Wapres Sebut Ulama Berperan Dalam Membangun Kemaslahatan Bangsa

Jawapos Diupdate 01.51, 03/07 • Dipublikasikan 08.51, 03/07 • Bintang Pradewo
Wapres Sebut Ulama Berperan Dalam Membangun Kemaslahatan Bangsa

JawaPos.com – Wakil Presiden Ma’ruf Amin menghadiri Haul Almaghfurlah K.H. Abdul Wahab Chasbullah yang ke-49 secara virtual Kamis (2/7) malam. Dalam sambutannya dia menyebut ulama memiliki peran dalam membangun kemaslahatan umat dan bangsa.

Menurut dia, ulama adalah sosok yang berilmu dan pengayom umat. “(Ulama, Red) Melakukan berbagai perbaikan-perbaikan,” katanya. Perbaikan ini tentu sangat dirasakan oleh umat. Dalam membimbing umat, ulama mengacu tuntunan Allah menuju kebaikan-kebaikan. Selain itu perbaikan yang menyangkut kenegaraan atau ishlah wathaniyah.

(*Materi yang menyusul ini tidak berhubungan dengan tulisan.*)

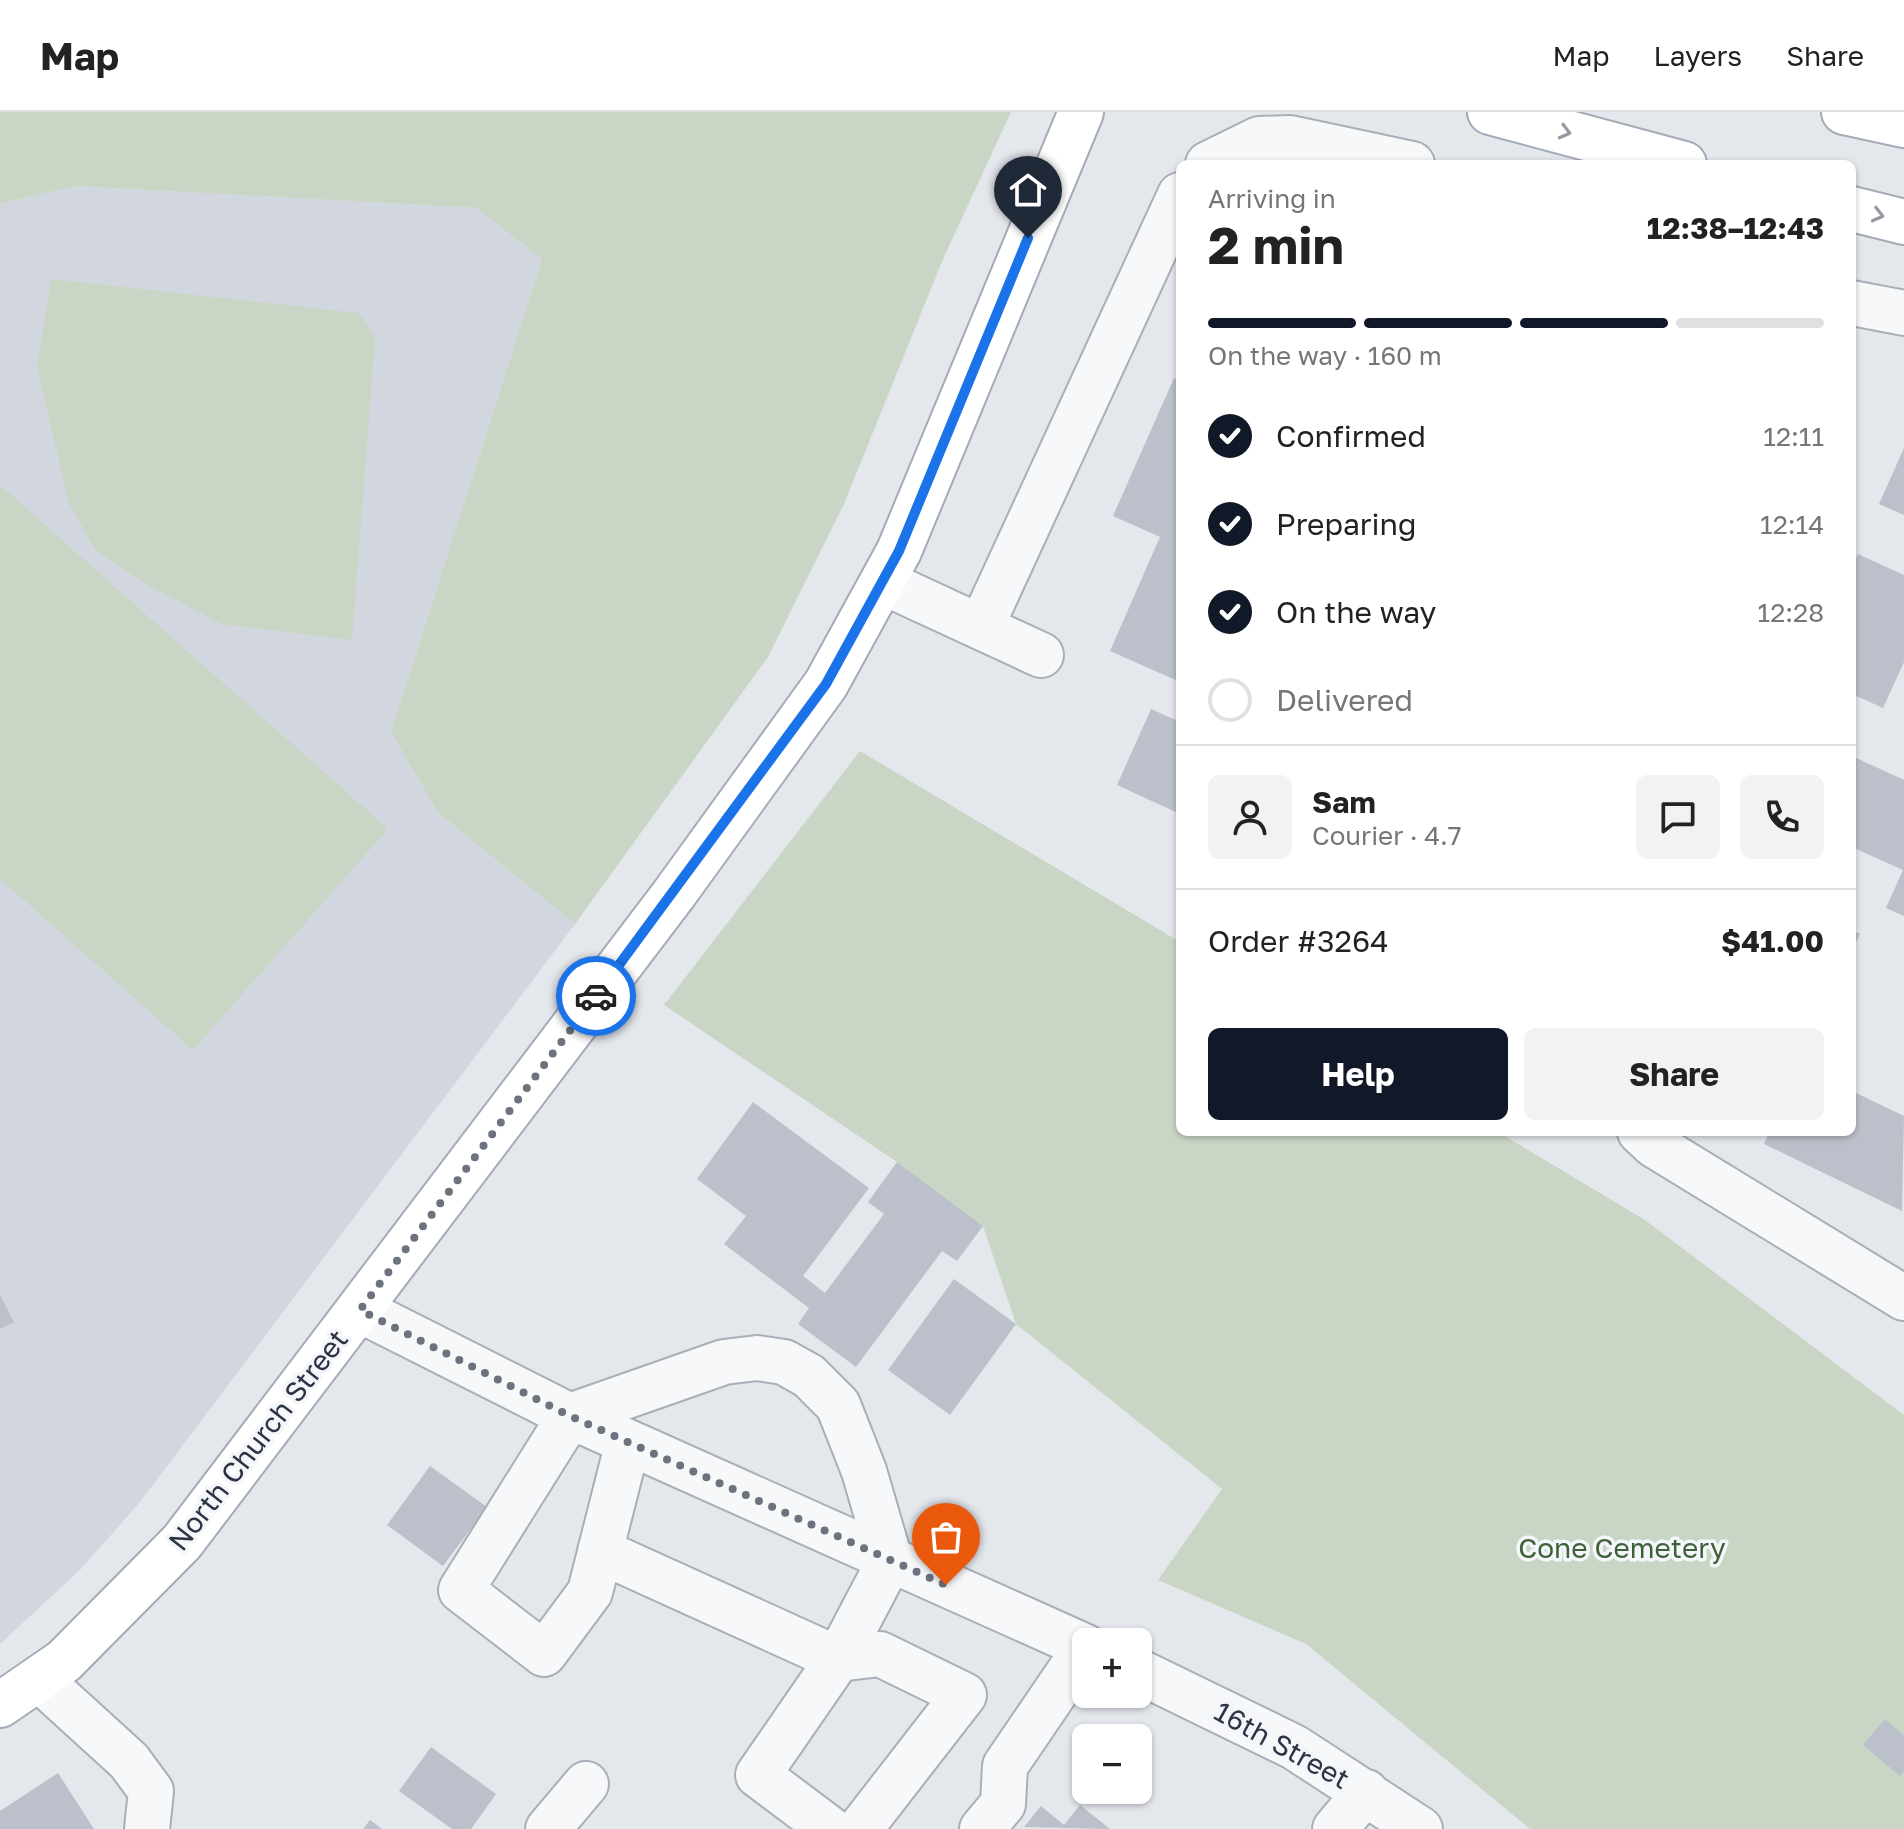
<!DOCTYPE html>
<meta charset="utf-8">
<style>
body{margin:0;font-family:"Golos Text",sans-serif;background:#f2f2f2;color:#222;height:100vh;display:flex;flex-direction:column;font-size:30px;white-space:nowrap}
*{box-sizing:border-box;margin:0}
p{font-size:26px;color:#767676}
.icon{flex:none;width:44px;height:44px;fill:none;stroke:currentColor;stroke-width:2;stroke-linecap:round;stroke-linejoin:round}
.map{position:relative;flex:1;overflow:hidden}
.drawer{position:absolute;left:1176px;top:48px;width:680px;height:976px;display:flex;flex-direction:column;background:#fff;border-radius:12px;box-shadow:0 2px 6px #0004}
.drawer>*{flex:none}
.buttons{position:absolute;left:1072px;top:1516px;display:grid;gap:16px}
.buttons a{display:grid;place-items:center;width:80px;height:80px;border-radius:12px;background:#fff;box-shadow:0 2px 6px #0004;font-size:40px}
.pin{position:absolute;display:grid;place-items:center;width:68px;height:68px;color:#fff;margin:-82px -34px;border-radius:50% 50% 50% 0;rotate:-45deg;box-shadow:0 0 8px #0007}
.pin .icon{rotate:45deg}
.courier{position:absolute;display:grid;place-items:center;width:80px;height:80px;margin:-40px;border:6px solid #1a73e8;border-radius:50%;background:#fff;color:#222;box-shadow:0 2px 10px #0007}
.summary em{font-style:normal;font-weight:700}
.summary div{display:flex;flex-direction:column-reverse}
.summary{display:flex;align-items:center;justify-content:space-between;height:136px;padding:0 32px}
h1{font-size:52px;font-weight:700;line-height:60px}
.bar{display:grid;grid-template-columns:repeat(4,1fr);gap:12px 8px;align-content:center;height:96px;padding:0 32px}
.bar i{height:10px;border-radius:6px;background:#e0e0e0}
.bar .active{background:#111827}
.bar p{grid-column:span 4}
.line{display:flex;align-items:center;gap:20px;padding:0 32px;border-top:2px solid #e0e0e0}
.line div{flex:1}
.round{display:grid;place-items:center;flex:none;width:84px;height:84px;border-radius:12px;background:#f2f2f2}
ol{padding:0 32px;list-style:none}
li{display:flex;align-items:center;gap:24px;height:88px}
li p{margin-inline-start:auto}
li .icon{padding:8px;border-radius:50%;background:#111827;color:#fff;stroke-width:4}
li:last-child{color:#767676}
li i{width:44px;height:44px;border:4px solid #e0e0e0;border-radius:50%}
.action{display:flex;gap:16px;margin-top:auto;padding:16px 32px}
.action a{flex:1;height:92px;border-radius:12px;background:#111827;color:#fff;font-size:32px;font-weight:700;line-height:92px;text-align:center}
.action a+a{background:#f2f2f2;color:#222}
header{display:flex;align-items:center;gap:48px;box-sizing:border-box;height:112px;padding:0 40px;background:#fff;border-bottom:2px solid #e0e0e0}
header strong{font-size:38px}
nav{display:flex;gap:44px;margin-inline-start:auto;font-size:28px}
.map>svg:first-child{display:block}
.built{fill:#d2d6de}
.green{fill:#c9d6c5}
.building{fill:#bbc0ca}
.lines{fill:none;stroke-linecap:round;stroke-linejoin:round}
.minor-casing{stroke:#a9aeb7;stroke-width:48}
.major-casing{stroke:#a3abb8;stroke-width:48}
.minor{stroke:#f7f8fa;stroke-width:44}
.major{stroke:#fff;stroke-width:44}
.oneway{stroke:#959aa2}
.done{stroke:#6c737f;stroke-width:8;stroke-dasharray:0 14.4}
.route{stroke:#1a73e8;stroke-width:10}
.labels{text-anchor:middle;stroke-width:7;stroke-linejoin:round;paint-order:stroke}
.street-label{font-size:28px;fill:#2b3445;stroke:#f4f6f9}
.park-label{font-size:28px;fill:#3f6138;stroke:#f4f6f9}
</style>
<header>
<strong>Map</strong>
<nav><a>Map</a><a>Layers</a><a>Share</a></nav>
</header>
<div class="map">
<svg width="1904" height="1717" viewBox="0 0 1904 1717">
<rect width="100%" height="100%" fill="#e4e7ec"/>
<path class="built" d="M 75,74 L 476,96 L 542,147 L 391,620 L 438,701 L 575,812 L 140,1390 L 80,1458 L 0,1532 L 0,92 Z"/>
<path class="green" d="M 0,0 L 1011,0 L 943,147 L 844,392 L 768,545 L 575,812 L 438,701 L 391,620 L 542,147 L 476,96 L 75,74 L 0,92 Z
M 51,167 L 359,201 L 375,226 L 352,528 L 222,512 L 146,472 L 97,440 L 69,392 L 37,255 Z
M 0,373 L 388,717 L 193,938 L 0,767 Z
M 860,639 L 1180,830 L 1180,1020 L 1498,1020 L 1645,1108 L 1904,1303 L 1904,1717 L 1530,1717 L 1306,1532 L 1158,1468 L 1222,1377 L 1016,1212 L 983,1114 L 897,1050 L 664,893 Z"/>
<path class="building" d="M 1174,266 L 1180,269 L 1180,570 L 1110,539 L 1160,425 L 1113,404 Z
M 1904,336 L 1904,403 L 1879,392 Z
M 1858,442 L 1904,463 L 1904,550 L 1883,596 L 1852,582 L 1852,454 Z
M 1151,597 L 1180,610 L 1180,702 L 1117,673 Z
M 1852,644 L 1904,668 L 1904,804 L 1886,796 L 1903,758 L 1852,735 Z
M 1852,818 L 1860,822 L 1852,838 Z
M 1852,979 L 1904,1004 L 1902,1099 L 1764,1032 L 1769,1020 L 1852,1020 Z
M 753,990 L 869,1076 L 803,1164 L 825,1181 L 884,1102 L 868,1090 L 897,1050 L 983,1114 L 957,1149 L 942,1139 L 856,1255 L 798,1212 L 809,1196 L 724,1132 L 746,1104 L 697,1067 Z
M 954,1167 L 1016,1212 L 950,1303 L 888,1258 Z
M 0,1183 L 14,1210 L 0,1217 Z
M 430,1354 L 487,1395 L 443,1454 L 387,1413 Z
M 1885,1607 L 1904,1624 L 1904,1659 L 1900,1664 L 1863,1633 Z
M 431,1635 L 496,1682 L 471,1717 L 452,1717 L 399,1679 Z
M 58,1661 L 94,1717 L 0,1717 L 0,1699 Z
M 1080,1693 L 1110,1717 L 1024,1715 L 1041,1694 L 1064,1713 Z
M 370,1708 L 382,1717 L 363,1717 Z"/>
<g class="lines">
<g class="minor-casing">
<path id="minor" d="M 1208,52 L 1259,27 L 1290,26 L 1412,52
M 1852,191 L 1904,201
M 883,470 L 1041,543
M 981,515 L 1180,83
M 1640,1020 L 1654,1033 L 1904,1186
M 360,1198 L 570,1304 L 1086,1535 L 1005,1654 L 1003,1692 L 982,1717
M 628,1330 L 590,1480 L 544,1542 L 461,1478 L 570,1304 L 724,1250 L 757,1246 L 784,1250 L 809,1264 L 838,1293 L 864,1359 L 890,1448 L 838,1547 L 758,1663 L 830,1717
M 600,1439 L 838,1547 L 880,1542 L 964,1583 L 860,1717
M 1138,1559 L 1294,1635 L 1420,1717
M 40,1568 L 129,1649 L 151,1679 L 147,1717
M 548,1717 L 586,1672
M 1335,1717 L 1366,1680"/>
</g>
<g class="major-casing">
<path id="major" d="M 1490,0 L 1684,52
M 1844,0 L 1904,13
M 1852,97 L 1904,110
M 0,1593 L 64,1549 L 182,1430 L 674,782 L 826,572 L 899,439 L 1081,0"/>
</g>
<use href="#minor" class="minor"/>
<use href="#major" class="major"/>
</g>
<defs><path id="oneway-chevron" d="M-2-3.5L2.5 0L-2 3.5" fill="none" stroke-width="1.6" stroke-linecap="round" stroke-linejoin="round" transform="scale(2)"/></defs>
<g class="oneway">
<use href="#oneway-chevron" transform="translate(1565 20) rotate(15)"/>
<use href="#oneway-chevron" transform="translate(1878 103) rotate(14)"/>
</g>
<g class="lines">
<path class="done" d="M 596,884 L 360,1198 L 570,1304 L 946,1473"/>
<path class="route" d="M 596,884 L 826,572 L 899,439 L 1028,126"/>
</g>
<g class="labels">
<g class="street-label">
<text transform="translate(258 1328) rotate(-52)" y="10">North Church Street</text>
<text transform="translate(1282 1633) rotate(29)" y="10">16th Street</text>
</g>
<g class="park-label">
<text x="1622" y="1446">Cone Cemetery</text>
</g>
</g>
</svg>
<div class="buttons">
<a>+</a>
<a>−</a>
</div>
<div class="pin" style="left:946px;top:1473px;background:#ea580c"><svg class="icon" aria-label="bag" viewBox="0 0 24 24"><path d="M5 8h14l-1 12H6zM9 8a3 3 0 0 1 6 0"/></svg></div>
<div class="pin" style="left:1028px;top:126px;background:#1f2937"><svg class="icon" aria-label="home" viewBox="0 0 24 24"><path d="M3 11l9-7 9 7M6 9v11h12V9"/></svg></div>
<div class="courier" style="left:596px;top:884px"><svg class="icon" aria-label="car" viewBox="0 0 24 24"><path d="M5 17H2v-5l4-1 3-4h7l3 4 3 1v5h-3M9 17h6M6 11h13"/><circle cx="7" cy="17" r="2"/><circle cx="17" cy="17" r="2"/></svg></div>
<section class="drawer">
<div class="summary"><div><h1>2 min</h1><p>Arriving in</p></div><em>12:38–12:43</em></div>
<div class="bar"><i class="active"></i><i class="active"></i><i class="active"></i><i></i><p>On the way · 160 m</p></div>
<ol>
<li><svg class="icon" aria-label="check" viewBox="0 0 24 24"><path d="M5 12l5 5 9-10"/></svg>Confirmed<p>12:11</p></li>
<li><svg class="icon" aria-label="check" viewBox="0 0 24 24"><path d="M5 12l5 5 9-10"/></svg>Preparing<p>12:14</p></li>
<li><svg class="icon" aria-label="check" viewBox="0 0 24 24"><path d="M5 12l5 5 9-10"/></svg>On the way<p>12:28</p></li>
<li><i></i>Delivered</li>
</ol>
<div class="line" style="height:144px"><a class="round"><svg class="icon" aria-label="person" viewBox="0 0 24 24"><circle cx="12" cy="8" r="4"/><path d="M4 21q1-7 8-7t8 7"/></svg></a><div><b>Sam</b><p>Courier · 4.7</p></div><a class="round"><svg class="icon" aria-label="chat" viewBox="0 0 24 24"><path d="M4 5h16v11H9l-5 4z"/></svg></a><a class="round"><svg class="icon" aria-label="phone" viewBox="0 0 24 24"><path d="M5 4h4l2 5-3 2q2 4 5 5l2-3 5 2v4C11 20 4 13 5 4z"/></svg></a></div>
<div class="line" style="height:104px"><div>Order #3264</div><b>$41.00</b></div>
<div class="action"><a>Help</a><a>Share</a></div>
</section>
</div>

Ma’ruf secara khusus lantas mengenang sosok K.H. Wahab Chasbullah. Baginya, K.H Wahab Chasbullah merupakan sosok tauladan yang patut dijadikan contoh. Sebab semasa hidupnya ia banyak berperan dalam membangun kemaslahatan bagi umat dan negara.

“Beliau telah banyak melakukan iqamatul mushalih wal manafi,” jelasnya. Yaitu membangun kemaslahatan-kemaslahatan dan kemanfaatan. Kemudian juga menghilangkan kerusakan-kerusakan dan bahaya-bahaya. Baik yang menyangkut umat maupun menyangkut bangsa dan negara.

Wapres juga menyebutkan bahwa dalam membangun kemaslahatan, Almaghfurlah K.H. Wahab Chadullah telah mempersiapkan ulama-ulama baru yang berpotensi untuk menggantikannya melalui banyak pesantren. Menurutnya, hal ini sesuai dengan ajaran Rasulullah SAW yakni apabila seorang ulama meninggal dunia, maka ilmunya akan turut bersamanya.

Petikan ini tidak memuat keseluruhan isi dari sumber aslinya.